### WHAT IS EXPECTED
Go through the entries and set each one down exactly.

### Dataset records
######

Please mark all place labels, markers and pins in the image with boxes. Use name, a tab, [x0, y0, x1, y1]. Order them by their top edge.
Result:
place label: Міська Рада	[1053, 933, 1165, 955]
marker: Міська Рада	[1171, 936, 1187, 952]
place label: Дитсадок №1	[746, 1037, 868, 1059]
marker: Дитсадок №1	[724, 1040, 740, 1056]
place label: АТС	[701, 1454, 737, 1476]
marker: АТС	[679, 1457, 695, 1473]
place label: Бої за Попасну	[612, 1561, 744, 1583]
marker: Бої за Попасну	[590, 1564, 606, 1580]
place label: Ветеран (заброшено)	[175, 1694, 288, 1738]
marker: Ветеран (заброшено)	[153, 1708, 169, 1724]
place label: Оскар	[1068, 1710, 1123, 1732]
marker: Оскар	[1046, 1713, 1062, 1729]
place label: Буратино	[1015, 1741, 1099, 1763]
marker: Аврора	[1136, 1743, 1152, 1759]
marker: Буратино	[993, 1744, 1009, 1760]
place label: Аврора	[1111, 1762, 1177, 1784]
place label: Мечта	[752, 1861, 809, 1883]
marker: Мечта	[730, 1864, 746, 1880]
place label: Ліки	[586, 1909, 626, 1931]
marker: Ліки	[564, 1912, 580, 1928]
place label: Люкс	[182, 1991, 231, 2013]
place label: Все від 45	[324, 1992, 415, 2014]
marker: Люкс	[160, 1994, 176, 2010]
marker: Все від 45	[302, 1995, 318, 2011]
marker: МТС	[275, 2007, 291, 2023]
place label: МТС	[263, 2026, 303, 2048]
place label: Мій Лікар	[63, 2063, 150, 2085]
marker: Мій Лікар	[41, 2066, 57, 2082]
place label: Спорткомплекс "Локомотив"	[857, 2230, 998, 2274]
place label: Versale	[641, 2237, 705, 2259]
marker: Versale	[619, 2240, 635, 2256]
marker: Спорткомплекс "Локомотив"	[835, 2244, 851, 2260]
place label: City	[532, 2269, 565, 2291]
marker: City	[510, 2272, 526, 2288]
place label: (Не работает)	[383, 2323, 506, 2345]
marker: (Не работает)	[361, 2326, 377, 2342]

######

### WRITTEN ANSWER
Please mark all place labels, markers and pins in the image with boxes. Use name, a tab, [x0, y0, x1, y1]. Order them by their top edge.
Result:
place label: Міська Рада	[1053, 933, 1165, 955]
marker: Міська Рада	[1171, 936, 1187, 952]
place label: Дитсадок №1	[746, 1037, 868, 1059]
marker: Дитсадок №1	[724, 1040, 740, 1056]
place label: АТС	[701, 1454, 737, 1476]
marker: АТС	[679, 1457, 695, 1473]
place label: Бої за Попасну	[612, 1561, 744, 1583]
marker: Бої за Попасну	[590, 1564, 606, 1580]
place label: Ветеран (заброшено)	[175, 1694, 288, 1738]
marker: Ветеран (заброшено)	[153, 1708, 169, 1724]
place label: Оскар	[1068, 1710, 1123, 1732]
marker: Оскар	[1046, 1713, 1062, 1729]
place label: Буратино	[1015, 1741, 1099, 1763]
marker: Аврора	[1136, 1743, 1152, 1759]
marker: Буратино	[993, 1744, 1009, 1760]
place label: Аврора	[1111, 1762, 1177, 1784]
place label: Мечта	[752, 1861, 809, 1883]
marker: Мечта	[730, 1864, 746, 1880]
place label: Ліки	[586, 1909, 626, 1931]
marker: Ліки	[564, 1912, 580, 1928]
place label: Люкс	[182, 1991, 231, 2013]
place label: Все від 45	[324, 1992, 415, 2014]
marker: Люкс	[160, 1994, 176, 2010]
marker: Все від 45	[302, 1995, 318, 2011]
marker: МТС	[275, 2007, 291, 2023]
place label: МТС	[263, 2026, 303, 2048]
place label: Мій Лікар	[63, 2063, 150, 2085]
marker: Мій Лікар	[41, 2066, 57, 2082]
place label: Спорткомплекс "Локомотив"	[857, 2230, 998, 2274]
place label: Versale	[641, 2237, 705, 2259]
marker: Versale	[619, 2240, 635, 2256]
marker: Спорткомплекс "Локомотив"	[835, 2244, 851, 2260]
place label: City	[532, 2269, 565, 2291]
marker: City	[510, 2272, 526, 2288]
place label: (Не работает)	[383, 2323, 506, 2345]
marker: (Не работает)	[361, 2326, 377, 2342]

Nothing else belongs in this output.